Luke 16:19-31 is the story about a rich man and Lazarus. As I read through this story I am taken by versus 22 and 23 “The time came when the beggar died and the angels carried him to Abraham’s side. The rich man also died and was buried. In hell, where he was in torment, he looked up and saw Abraham far away, with Lazarus by his side. So he called to him, Father Abraham, have pity on me and send Lazarus to dip the tip of his finger in water and cool my tongue, because I am in agony in this fire.” Why didn’t the rich man call out to Lazarus directly? He knew Lazarus way better than he knew Abraham. He never met Abraham, and yet he had walked by Lazarus several times a day, he even knew Lazarus’ name! Why didn’t the rich man call out to someone he knew for the drink he so desired, so needed? Is it possible that we feel closer to GOD than to those we live near or with? Is it possible to be closer to GOD without being closer to those we live near or with? Is it possible that my love of money which the world tells me will bring me happiness, satisfaction, love, and even contentment in my life keeps me from truly being closer to GOD and even those around me.

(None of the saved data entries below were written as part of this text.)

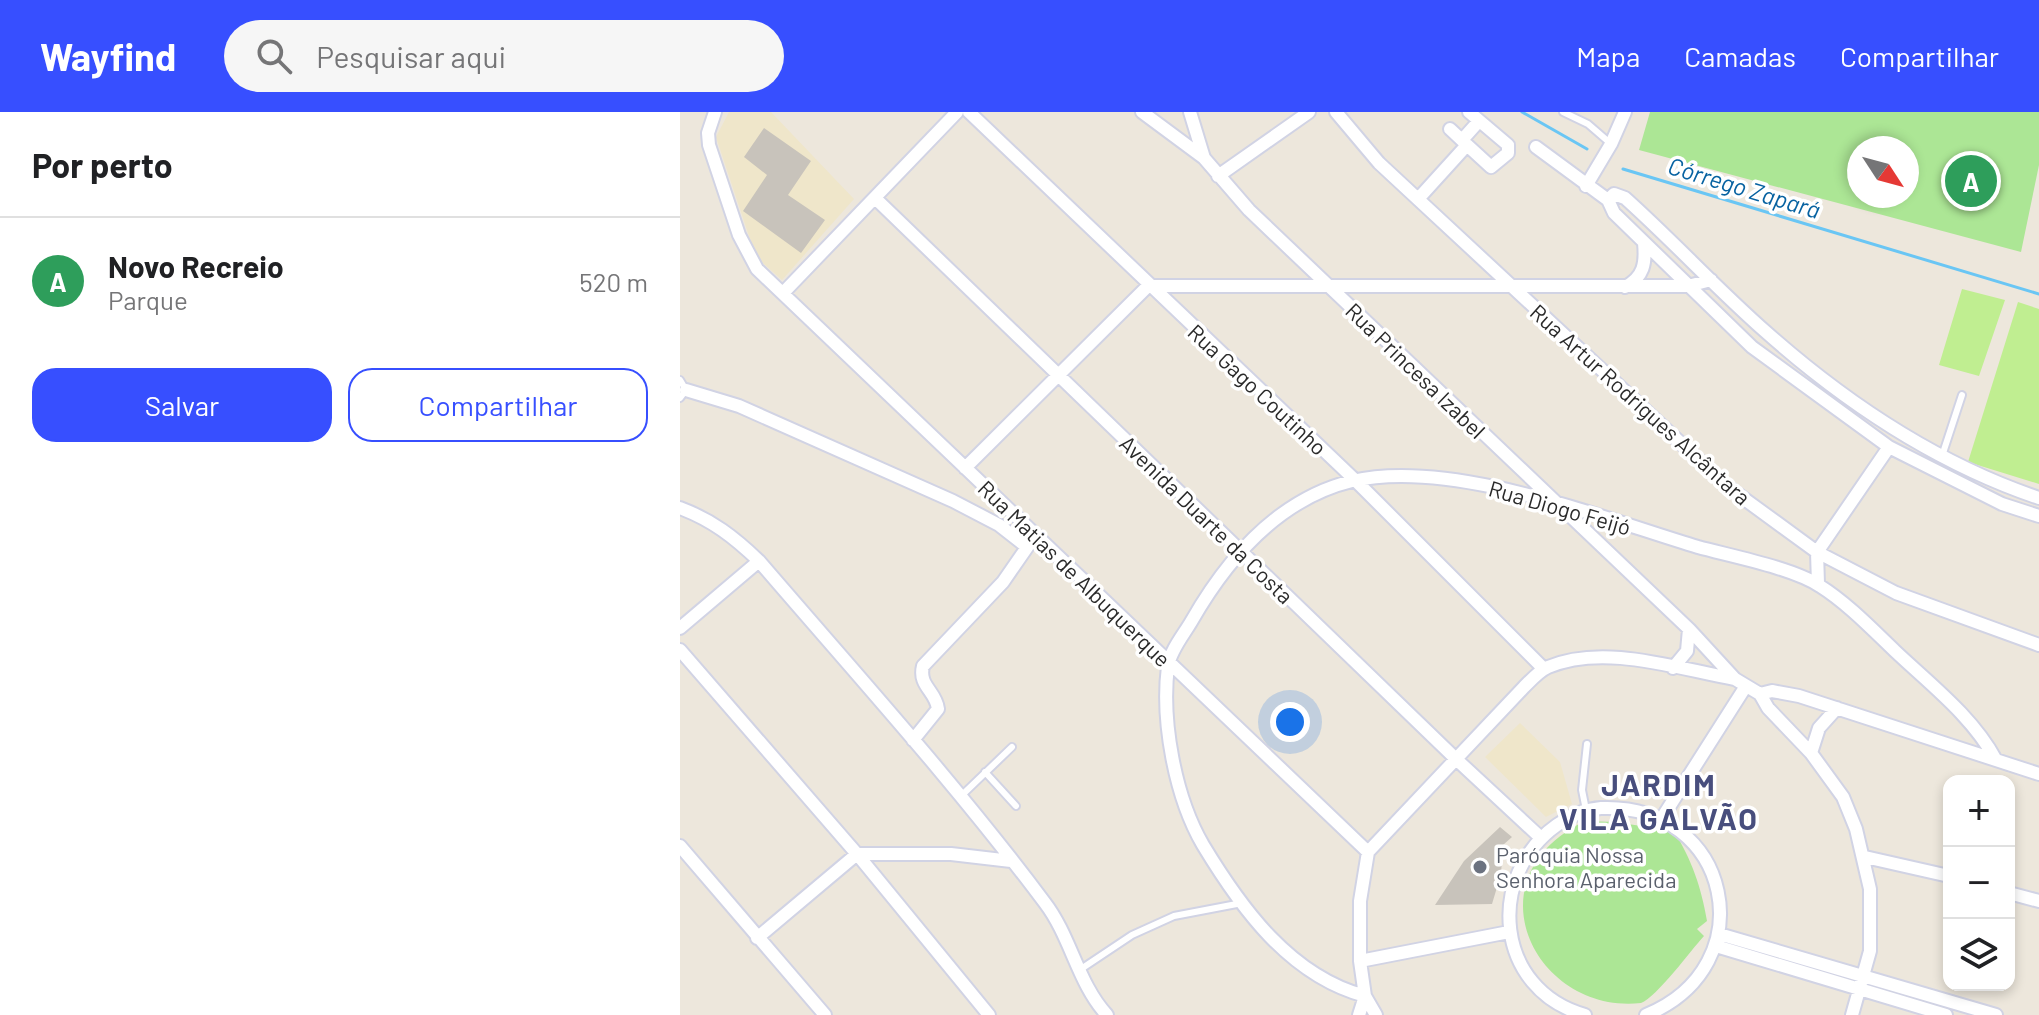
<!DOCTYPE html>
<html lang="pt">
<head>
<meta charset="utf-8">
<style>
  :root { --surface:#fff; --page:#f6f6f6; --text:#202124; --muted:#757577; --line:#e0e0e0; --accent:#374fff }
  body { margin:0; font-family:Barlow,sans-serif; background:var(--page); color:var(--text) }
  .controls { position:absolute; right:24px; bottom:24px; display:grid; overflow:hidden; border-radius:16px; box-shadow:0 4px 12px #0003 }
  .controls button { width:72px; height:72px; display:grid; place-items:center; padding:0; border:0; border-bottom:2px solid var(--line); background:var(--surface); color:var(--text); font:40px sans-serif }
  .compass { position:absolute; left:1167px; top:24px; width:72px; height:72px; border-radius:50%; background:var(--surface); box-shadow:0 4px 12px #0003; rotate:126deg }
  .you { position:absolute; left:610px; top:610px; width:28px; height:28px; margin:-20px; border:6px solid #fff; border-radius:50%; background:#1a73e8; box-shadow:0 0 0 12px #1a73e833 }
  .badge { display:grid; place-items:center; width:52px; height:52px; border-radius:50%; background:var(--accent); color:#fff; font-size:26px; font-weight:700 }
  .pin { position:absolute; translate:-50% -50%; border:4px solid #fff; box-shadow:0 2px 8px #0006 }
  .list { margin:0; padding:0; list-style:none }
  h2 { display:flex; justify-content:space-between; align-items:center; height:104px; margin:0; padding:0 32px; font-size:34px }
  h2 small { font-size:26px; font-weight:400; color:var(--muted) }
  .list li { display:grid; grid-template-columns:52px 1fr auto; gap:24px; align-items:center; box-sizing:border-box; height:128px; padding:0 32px; border-top:2px solid var(--line) }
  .list b { display:block; font-size:30px; white-space:nowrap }
  .list p { margin:0; font-size:26px; white-space:nowrap; color:var(--muted) }
  .list em { font-size:26px; font-style:normal; color:var(--muted) }
  .actions { display:flex; gap:16px; padding:24px 32px }
  .actions a { flex:1; padding:18px 0; border:2px solid var(--accent); border-radius:24px; text-align:center; font-size:28px; color:var(--accent) }
  .actions .main { background:var(--accent); color:#fff }
  .icon { flex:none; width:44px; height:44px; fill:none; stroke:currentColor; stroke-width:2; stroke-linecap:round; stroke-linejoin:round }
  .map { position:relative; flex:none; width:1359px; height:903px; overflow:hidden }
  header { display:flex; align-items:center; gap:48px; box-sizing:border-box; height:112px; padding:0 40px; background:var(--accent); color:#fff }
  header strong { font-size:38px }
  nav { display:flex; gap:44px; margin-inline-start:auto; font-size:28px }
  .search { width:560px; height:72px; background:var(--page); display:flex; align-items:center; gap:20px; box-sizing:border-box; padding:0 28px; border-radius:44px; color:var(--muted); font-size:30px }
  main { display:flex }
  aside { flex:1; background:var(--surface) }
  .map>svg:first-child { display:block }
  .education { fill:#efe6ca }
  .green { fill:#ace695; fill-rule:evenodd }
  .pitch { fill:#c0ee91 }
  .lines { fill:none; stroke-linecap:round; stroke-linejoin:round }
  .stream { stroke:#6ac6f4; stroke-width:3 }
  .building { fill:#c8c3bb }
  .lane-casing { stroke:#d1d3e4; stroke-width:10 }
  .street-casing { stroke:#d1d3e4; stroke-width:16 }
  .lane { stroke:#fff; stroke-width:6 }
  .street { stroke:#fff; stroke-width:12 }
  .worship-dot { fill:#6b7280; stroke:#fff; stroke-width:3 }
  .labels { text-anchor:middle; dominant-baseline:central; stroke-width:7; stroke-linejoin:round; paint-order:stroke }
  .street-label { font-size:22px; fill:#2a2a2a; stroke:#fff }
  .worship-label { font-size:22px; fill:#5b616d; stroke:#fff; text-anchor:start }
  .water-label { font-size:24px; font-style:italic; fill:#0762a1; stroke:#fff }
  .district-label { font-size:30px; font-weight:bold; letter-spacing:2px; fill:#484e7d; stroke:#fff }
</style>
</head>
<body>
<header>
<strong>Wayfind</strong>
<div class="search"><svg class="icon" aria-label="search" viewBox="0 0 24 24"><circle cx="10" cy="10" r="6"/><path d="M15 15l6 6"/></svg>Pesquisar aqui</div>
<nav><a>Mapa</a><a>Camadas</a><a>Compartilhar</a></nav>
</header>
<main>
<aside>
<h2>Por perto<small></small></h2>
<ul class="list">
<li><span class="badge" style="background:#2e9e5b">A</span><div><b>Novo Recreio</b><p>Parque</p></div><em>520 m</em></li>
</ul>
<div class="actions"><a class="main">Salvar</a><a>Compartilhar</a></div>
</aside>
<div class="map">
<svg width="1359" height="903" viewBox="0 0 1359 903">
  <rect width="100%" height="100%" fill="#ede7dc"/>
  <path class="education" d="M 49,0 L 91,0 L 174,87 L 102,168 L 76,145 L 36,25 Z
    M 840,611 L 880,650 L 892,692 L 866,705 L 805,645 Z"/>
  <path class="green" d="M 970,0 L 1359,0 L 1359,53 L 1341,140 L 959,38 ZM 1227,36 L 1227,84 L 1179,84 L 1179,36 Z
    M 905,709 L 935,710 L 994,719 C 1012,749 1021,774 1027,809 L 1017,817 L 1024,824 C 1011,838 977,885 961,891 C 857,903 786,767 905,709 Z"/>
  <path class="pitch" d="M 1282,177 L 1325,188 L 1299,264 L 1259,253 Z
    M 1338,190 L 1359,197 L 1359,372 L 1288,350 Z"/>
  <g class="lines">
    <path class="stream" d="M 842,0 L 907,37
      M 943,57 L 1359,182"/>
  </g>
  <path class="building" d="M 84,16 L 131,49 L 108,83 L 145,108 L 121,141 L 63,99 L 87,63 L 64,45 Z
    M 820,715 L 832,725 L 823,733 L 821,762 L 812,792 L 755,793 L 784,749 Z"/>
  <g class="lines">
    <defs>
      <path id="lane" d="M 883,0 L 908,12 L 930,31
        M 0,268 L 6,278 L 0,286
        M 1262,344 L 1282,283
        M 305,660 L 336,694
        M 280,685 L 332,635
        M 906,698 L 902,678 L 907,632
        M 401,857 L 452,823 L 494,804 L 562,791"/>
      <path id="street" d="M 35,0 L 28,21 L 29,33 L 59,123 L 77,157 L 688,740
        M 289,0 L 675,368 L 864,557
        M 462,0 L 524,46 L 569,98 L 1009,517 L 1055,567 L 1080,582 L 1088,596 L 1131,641 L 1163,685 L 1176,717 L 1190,777 L 1190,839 L 1172,903
        M 510,0 L 524,46
        M 656,0 L 699,51 L 1048,375 L 1137,440 L 1216,481 L 1359,533
        M 770,17 L 787,33
        M 782,28 L 799,9
        M 856,35 L 928,88 L 934,101 L 1072,235 L 1209,335 L 1322,392 L 1359,404
        M 538,64 L 629,0
        M 906,74 L 931,32 L 945,0
        M 195,86 L 776,647 L 860,725
        M 738,87 L 787,33 L 811,55 L 828,41 L 828,33 L 789,0
        M 928,88 L 934,82 L 945,86 C 993,129 1037,177 1086,220 C 1166,291 1258,352 1359,386
        M 945,175 C 964,165 966,151 964,131
        M 104,180 L 277,0
        M 6,278 L 59,294 L 273,389 L 319,413 L 347,435
        M 285,356 L 468,174 L 1008,174 L 1031,168
        M 0,396 C 32,408 54,425 79,449 C 176,562 276,672 365,791 C 391,825 398,872 427,903
        M 1138,472 L 1137,440 L 1209,335
        M 0,516 L 79,449
        M 0,538 L 177,742 L 309,903
        M 993,556 L 1007,539 L 1009,517
        M 1080,582 L 1092,579 L 1119,584 L 1359,662
        M 233,628 L 258,597 C 256,579 238,574 243,554 L 323,470 L 350,431
        M 1131,641 L 1139,616 L 1157,596
        M 982,706 L 1066,574
        M 0,734 L 145,903
        M 1185,745 L 1269,764
        M 1329,781 L 1359,789
        M 1039,822 L 1316,903
        M 77,826 L 177,742 L 271,742 L 331,749
        M 1036,834 L 1266,903
        M 680,849 L 829,820
        M 685,884 C 610,864 561,796 523,733 C 495,685 481,609 488,554 C 490,539 504,522 511,510 C 547,447 598,387 672,369 C 772,346 921,406 1018,435 C 1051,444 1113,456 1140,474 C 1167,491 1192,517 1215,539 C 1251,573 1292,604 1316,648
        M 679,903 L 685,884
        M 696,903 L 685,884 L 680,849 L 680,789 L 688,740 L 844,575 C 851,568 859,559 868,555 C 924,531 998,557 1055,567
        M 905,903 C 815,878 805,764 877,713 C 890,704 905,697 921,696 C 1052,691 1086,854 966,903"/>
    </defs>
    <use href="#lane" class="lane-casing"/>
    <use href="#street" class="street-casing"/>
    <use href="#lane" class="lane"/>
    <use href="#street" class="street"/>
  </g>
  <circle class="worship-dot" cx="800" cy="755" r="8"/>
  <g class="labels">
    <g class="street-label">
      <text transform="translate(736 258) rotate(44)">Rua Princesa Izabel</text>
      <text transform="translate(578 277) rotate(43)">Rua Gago Coutinho</text>
      <text transform="translate(961 292) rotate(42)">Rua Artur Rodrigues Alcântara</text>
      <text transform="translate(880 395) rotate(16)">Rua Diogo Feijó</text>
      <text transform="translate(527 407) rotate(44)">Avenida Duarte da Costa</text>
      <text transform="translate(395 461) rotate(44)">Rua Matias de Albuquerque</text>
    </g>
    <g class="worship-label">
      <text x="816" y="742">Paróquia Nossa<tspan x="816" dy="25">Senhora Aparecida</tspan></text>
    </g>
    <g class="water-label">
      <text transform="translate(1064 75) rotate(17)">Córrego Zapará</text>
    </g>
    <g class="district-label">
      <text x="979" y="672">JARDIM<tspan x="979" dy="34">VILA GALVÃO</tspan></text>
    </g>
  </g>
</svg>
<div class="controls">
<button>+</button>
<button>−</button>
<button><svg class="icon" aria-label="layers" viewBox="0 0 24 24"><path d="M12 4l9 5-9 5-9-5zM3 14l9 5 9-5"/></svg></button>
</div>
<svg class="compass" viewBox="-18 -18 36 36"><path d="M0-13l5 13h-10z" fill="#e53935"/><path d="M0 13l5-13h-10z" fill="#757577"/></svg>
<div class="you"></div>
<div class="pin badge" style="left:1291px;top:69px;background:#2e9e5b">A</div>
</div>
</main>
</body>
</html>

And this is the scary part for me. The rich man begs Abraham to send Lazarus to his five brothers and let them know, even warn them about what they are doing and missing with their lives. Abraham replies with “They have Moses and the Prophets, let them listen to them.” The rich man argues with Abraham and says “No, father Abraham, but if someone from the dead goes to them they will repent.” And Abraham replies to the rich man “If they do not listen to Moses and the Prophets, they will not be convinced even if someone rises from the dead.”

Today, I saw myself as the rich man and I pray that I see value in every man, woman, and child on this earth. Truthfully, the most scary thing is that I “try” to see myself as a disciple rather than one of those in the crowd who shouted “crucify him,” but in my heart I know I still value those things among men rather than that valued by GOD.

If I truly believe in God, if I truly believe that Jesus Christ is my Creator, LORD, and Savior then I need to let go of my love of money. And in letting go of my love of money GOD promises me, GOD promises us- a deeper, more satisfying relationship with GOD and his whole creation beyond anything we can imagine.

We don’t have to make a big move or any move at all because GOD is already with us, GOD is already in us, GOD already loves us. All we need to do is let go of our fears, let go of our worries and love. Richard Rohr says, “GOD does not love us if we change. GOD loves us so we can change.” AMEN!